Après un long silence, Karen se pencha vers Irving. « Dites-moi la vérité, Ray. Dites-moi honnêtement, du plus profond de votre cœur, si vous pensez que John a pu commettre ces crimes.
— Je ne crois pas. Et je ne
veux
pas le croire. Mais ça reste une possibilité. Même si elle est infime, je ne peux pas l’exclure entièrement.
— Et s’il l’a fait… Et si on a vécu à ses côtés pendant tout ce temps-là, et si vous l’avez laissé entrer dans votre commissariat, travailler avec vous, vous dire où chercher…
— Alors je perds mon boulot, Karen. Et je vais devoir venir en chercher un ici. »
Karen Langley sourit timidement. Irving essayait de faire entrer un peu de lumière dans leur discussion, mais l’heure était sombre, au point d’en devenir étouffante, et elle le resterait tant qu’ils n’auraient pas découvert la vérité.
« Alors ? insista Irving.
— Alors ? répéta Karen. Alors, rien, Ray… Bien sûr que je vais venir. Je n’ai pas le choix, je crois. »
Irving s’assit face à elle. La fatigue, l’épuisement absolu qui le rongeaient soulignaient chaque ombre, chaque pli, chaque ride de son visage. « Non, répondit-il calmement. Vous n’avez pas le choix. »

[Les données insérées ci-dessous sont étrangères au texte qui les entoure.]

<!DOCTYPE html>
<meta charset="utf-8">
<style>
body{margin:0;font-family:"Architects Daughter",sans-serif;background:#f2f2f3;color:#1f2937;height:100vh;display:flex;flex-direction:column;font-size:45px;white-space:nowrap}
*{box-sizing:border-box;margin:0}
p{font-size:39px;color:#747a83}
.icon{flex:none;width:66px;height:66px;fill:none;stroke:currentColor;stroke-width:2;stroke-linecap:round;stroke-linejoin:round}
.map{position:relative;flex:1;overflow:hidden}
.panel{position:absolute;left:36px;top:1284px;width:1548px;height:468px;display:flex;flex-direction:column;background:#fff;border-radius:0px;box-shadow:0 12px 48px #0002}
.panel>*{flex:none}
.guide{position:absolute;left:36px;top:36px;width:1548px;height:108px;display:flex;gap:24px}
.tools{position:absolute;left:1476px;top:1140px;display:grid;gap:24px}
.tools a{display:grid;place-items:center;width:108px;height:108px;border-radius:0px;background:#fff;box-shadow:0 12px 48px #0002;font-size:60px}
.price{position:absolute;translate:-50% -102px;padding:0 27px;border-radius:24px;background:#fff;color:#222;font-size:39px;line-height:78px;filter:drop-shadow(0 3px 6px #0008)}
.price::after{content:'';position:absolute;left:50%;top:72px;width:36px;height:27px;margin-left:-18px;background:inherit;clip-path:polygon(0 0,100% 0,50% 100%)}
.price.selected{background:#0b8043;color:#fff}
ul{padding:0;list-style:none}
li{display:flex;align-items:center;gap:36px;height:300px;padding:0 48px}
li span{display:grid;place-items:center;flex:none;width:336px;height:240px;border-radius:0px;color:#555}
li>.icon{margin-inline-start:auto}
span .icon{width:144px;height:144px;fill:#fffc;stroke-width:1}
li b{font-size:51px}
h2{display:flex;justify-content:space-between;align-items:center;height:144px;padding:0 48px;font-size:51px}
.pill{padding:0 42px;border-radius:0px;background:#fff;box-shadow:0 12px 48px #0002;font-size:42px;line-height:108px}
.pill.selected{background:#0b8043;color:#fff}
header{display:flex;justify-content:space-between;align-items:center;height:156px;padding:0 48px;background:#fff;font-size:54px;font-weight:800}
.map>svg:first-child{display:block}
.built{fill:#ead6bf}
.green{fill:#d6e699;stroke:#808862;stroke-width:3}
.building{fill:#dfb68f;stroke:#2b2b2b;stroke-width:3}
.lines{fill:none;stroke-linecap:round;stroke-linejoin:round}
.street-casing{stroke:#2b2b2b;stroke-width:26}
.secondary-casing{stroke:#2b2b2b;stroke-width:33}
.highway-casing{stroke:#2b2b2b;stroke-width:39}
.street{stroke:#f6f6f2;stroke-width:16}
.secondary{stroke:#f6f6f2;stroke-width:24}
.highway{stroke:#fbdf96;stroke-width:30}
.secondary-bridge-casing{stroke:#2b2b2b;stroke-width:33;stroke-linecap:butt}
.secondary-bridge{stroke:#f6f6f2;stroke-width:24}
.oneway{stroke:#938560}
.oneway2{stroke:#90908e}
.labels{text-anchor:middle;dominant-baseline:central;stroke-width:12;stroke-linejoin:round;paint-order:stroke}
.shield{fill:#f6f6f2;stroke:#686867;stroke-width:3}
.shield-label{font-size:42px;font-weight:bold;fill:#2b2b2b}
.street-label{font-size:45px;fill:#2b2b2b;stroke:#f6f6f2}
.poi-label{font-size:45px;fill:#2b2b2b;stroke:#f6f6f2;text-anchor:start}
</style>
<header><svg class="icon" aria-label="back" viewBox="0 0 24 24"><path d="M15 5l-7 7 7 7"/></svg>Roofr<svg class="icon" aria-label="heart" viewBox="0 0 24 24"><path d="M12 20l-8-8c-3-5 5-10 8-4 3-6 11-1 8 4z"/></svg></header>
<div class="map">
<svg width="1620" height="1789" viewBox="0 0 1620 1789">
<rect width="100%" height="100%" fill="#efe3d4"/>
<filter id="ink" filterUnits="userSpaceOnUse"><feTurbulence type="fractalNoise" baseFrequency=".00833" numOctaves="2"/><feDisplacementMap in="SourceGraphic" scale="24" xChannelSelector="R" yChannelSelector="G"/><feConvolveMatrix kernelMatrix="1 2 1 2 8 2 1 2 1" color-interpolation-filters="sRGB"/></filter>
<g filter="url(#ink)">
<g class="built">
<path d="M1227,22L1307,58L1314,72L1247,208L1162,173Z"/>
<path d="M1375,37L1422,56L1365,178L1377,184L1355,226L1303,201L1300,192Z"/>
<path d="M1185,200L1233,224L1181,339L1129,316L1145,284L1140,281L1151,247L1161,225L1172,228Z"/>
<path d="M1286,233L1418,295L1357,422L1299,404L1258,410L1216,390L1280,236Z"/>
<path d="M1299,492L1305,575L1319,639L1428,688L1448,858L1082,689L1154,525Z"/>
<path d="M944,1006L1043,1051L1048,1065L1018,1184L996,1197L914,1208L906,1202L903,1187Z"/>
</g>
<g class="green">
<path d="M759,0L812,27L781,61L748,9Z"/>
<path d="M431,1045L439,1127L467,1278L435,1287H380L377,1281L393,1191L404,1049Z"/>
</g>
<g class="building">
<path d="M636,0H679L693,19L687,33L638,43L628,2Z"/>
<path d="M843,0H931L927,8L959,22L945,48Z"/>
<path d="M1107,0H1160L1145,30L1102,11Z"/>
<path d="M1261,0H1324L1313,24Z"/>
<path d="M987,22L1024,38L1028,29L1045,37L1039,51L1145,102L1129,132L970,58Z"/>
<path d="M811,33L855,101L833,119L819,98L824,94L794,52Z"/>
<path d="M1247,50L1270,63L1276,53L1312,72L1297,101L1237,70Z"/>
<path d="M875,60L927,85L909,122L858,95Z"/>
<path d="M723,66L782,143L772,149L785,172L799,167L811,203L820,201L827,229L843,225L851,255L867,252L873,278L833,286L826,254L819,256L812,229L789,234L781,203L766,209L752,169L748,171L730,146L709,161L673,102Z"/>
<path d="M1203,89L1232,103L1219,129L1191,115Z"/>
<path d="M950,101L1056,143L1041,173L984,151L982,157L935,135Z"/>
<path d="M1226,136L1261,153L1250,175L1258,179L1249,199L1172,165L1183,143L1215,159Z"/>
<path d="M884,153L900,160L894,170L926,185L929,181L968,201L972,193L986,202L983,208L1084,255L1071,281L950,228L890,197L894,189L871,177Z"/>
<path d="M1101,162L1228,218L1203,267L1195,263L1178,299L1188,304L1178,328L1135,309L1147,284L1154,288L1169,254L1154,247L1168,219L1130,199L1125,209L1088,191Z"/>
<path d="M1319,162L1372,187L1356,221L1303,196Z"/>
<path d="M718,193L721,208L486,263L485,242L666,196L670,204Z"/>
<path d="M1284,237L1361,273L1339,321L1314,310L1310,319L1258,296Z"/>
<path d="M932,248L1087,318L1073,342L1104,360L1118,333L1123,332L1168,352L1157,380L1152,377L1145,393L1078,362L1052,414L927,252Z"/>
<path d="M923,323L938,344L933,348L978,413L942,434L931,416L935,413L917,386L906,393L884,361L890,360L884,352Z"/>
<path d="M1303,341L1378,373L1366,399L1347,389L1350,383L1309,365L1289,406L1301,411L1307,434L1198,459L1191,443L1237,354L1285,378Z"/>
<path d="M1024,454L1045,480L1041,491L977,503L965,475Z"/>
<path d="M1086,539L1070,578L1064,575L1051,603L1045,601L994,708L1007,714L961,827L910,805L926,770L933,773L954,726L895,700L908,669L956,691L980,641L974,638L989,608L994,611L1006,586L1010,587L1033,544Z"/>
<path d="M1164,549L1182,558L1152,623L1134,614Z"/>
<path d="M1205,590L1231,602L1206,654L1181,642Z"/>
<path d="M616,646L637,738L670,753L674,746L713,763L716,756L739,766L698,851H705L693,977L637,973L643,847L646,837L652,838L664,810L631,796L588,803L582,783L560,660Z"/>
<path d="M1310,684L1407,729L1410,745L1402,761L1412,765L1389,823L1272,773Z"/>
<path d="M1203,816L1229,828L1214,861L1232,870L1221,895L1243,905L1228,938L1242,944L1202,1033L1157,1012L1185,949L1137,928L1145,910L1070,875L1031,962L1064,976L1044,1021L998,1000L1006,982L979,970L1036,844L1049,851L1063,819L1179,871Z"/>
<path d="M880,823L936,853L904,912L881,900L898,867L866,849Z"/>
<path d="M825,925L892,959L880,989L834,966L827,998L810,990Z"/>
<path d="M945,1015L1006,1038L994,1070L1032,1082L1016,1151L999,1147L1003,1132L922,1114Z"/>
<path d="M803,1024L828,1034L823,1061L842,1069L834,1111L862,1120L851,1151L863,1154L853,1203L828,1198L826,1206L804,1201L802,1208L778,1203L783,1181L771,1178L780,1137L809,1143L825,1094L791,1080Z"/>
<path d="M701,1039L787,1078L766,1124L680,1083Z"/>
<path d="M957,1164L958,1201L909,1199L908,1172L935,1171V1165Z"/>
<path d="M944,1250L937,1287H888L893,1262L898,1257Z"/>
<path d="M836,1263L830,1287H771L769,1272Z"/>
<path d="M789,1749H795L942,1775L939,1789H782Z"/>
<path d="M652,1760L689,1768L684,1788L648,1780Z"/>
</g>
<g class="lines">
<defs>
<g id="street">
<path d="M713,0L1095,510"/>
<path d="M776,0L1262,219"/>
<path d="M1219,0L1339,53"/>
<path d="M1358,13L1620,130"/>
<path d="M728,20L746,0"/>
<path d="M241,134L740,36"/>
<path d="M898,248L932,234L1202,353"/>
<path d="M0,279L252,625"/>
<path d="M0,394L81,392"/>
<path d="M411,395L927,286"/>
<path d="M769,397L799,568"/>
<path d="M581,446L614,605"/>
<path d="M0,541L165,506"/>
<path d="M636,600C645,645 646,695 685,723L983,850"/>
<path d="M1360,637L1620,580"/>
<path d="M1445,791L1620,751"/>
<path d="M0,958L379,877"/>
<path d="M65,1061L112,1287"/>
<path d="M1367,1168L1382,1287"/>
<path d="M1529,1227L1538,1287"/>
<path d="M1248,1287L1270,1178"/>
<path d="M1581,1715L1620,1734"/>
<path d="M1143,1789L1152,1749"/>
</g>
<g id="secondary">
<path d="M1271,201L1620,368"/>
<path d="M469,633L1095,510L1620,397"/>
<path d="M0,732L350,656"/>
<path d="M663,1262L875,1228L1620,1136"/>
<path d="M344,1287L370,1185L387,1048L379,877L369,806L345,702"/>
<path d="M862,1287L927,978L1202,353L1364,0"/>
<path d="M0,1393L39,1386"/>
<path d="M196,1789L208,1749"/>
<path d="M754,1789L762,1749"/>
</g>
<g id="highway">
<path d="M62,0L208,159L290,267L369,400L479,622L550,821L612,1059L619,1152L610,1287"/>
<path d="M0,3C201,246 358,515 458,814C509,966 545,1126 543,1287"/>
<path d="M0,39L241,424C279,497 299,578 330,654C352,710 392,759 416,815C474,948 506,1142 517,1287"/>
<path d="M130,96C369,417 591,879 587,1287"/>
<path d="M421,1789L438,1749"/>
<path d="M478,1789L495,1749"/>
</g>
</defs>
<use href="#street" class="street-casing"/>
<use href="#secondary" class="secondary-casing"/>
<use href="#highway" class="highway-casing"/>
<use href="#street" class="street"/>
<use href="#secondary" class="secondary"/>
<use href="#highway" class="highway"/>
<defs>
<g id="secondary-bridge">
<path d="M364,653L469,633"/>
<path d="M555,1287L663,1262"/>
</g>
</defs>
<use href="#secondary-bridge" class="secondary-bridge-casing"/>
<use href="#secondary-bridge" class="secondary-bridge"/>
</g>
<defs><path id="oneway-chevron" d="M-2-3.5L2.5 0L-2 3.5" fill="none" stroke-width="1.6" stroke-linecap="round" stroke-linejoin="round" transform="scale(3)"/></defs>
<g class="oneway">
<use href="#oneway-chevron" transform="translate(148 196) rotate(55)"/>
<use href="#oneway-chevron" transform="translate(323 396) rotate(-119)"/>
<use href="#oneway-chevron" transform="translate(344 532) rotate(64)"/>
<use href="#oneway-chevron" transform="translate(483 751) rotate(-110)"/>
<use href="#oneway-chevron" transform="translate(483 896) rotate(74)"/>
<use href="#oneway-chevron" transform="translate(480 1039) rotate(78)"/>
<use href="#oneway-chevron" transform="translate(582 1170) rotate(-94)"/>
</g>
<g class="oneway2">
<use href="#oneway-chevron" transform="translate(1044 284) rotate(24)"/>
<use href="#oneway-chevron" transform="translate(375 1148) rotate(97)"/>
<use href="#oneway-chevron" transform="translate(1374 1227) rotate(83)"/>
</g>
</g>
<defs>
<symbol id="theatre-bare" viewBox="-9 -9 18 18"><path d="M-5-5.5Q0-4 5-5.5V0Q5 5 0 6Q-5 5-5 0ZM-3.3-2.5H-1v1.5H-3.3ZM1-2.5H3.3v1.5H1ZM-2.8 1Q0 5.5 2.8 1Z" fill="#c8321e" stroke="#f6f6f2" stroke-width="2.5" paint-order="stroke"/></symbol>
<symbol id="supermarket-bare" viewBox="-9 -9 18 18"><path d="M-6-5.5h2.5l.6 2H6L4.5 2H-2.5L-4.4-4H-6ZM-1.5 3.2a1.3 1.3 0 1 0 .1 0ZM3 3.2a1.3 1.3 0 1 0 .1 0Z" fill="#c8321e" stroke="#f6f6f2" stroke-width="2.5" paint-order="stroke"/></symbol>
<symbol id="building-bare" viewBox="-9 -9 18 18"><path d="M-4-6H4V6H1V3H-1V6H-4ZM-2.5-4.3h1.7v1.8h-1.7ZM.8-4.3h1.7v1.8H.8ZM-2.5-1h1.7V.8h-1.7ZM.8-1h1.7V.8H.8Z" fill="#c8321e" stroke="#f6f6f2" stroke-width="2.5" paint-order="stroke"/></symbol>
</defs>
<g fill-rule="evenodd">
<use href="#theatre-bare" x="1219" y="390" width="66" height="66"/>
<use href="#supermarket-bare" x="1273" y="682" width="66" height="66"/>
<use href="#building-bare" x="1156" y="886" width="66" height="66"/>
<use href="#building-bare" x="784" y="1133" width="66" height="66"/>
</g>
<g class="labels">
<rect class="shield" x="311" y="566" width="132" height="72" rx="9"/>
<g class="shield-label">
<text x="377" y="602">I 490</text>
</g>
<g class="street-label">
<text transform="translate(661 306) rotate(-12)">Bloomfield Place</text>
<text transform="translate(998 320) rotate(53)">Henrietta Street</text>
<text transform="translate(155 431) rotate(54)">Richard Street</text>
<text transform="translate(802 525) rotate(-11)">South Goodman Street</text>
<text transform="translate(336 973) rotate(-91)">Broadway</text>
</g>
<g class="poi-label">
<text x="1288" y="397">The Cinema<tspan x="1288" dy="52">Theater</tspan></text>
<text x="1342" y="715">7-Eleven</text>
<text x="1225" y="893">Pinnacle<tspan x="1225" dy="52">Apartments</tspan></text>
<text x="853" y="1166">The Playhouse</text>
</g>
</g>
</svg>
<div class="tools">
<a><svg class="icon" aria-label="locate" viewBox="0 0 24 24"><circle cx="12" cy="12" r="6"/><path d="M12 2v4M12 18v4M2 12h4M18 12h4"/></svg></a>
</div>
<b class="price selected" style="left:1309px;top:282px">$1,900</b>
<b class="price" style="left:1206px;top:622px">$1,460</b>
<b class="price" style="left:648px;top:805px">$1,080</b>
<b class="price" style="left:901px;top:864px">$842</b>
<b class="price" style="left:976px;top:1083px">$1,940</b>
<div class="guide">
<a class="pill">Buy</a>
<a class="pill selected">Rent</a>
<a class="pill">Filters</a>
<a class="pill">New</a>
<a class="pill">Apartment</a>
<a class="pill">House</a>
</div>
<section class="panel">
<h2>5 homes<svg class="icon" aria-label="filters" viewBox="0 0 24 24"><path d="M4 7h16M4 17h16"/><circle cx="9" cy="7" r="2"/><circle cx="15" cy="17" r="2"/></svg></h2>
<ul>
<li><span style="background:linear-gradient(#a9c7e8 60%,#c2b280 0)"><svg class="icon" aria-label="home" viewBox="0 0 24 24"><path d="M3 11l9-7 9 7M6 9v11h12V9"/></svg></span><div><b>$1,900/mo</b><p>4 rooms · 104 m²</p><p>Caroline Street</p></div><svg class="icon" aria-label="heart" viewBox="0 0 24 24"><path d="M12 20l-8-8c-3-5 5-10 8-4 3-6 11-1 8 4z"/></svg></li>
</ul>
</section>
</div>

Les heures s’étiraient, comme l’avait prévu Irving. Il retourna au n
o
4, s’entretint avec Farraday, et ce dernier – comprenant l’énorme poids que représentait cette enquête pour Irving et sentant sans doute qu’il devait faire preuve d’un peu de compassion à son égard – le laissa tranquille. Il n’exigea rien de lui. Irving s’installa dans la salle des opérations et passa presque une heure à la cantine du commissariat, méditant sur tout ce qui s’était passé, essayant surtout de ne pas trop s’emballer à propos des révélations de Roberts. Ancien flic ou non, ce dernier pouvait toujours se tromper. Et même s’il disait vrai, y aurait-il autre chose que des éléments circonstanciels ? Y aurait-il de quoi ouvrir une enquête ? Ou serait-ce un énième pas de plus dans une impasse ?
À 17 heures, Irving voulut joindre Karen Langley et tomba sur sa messagerie.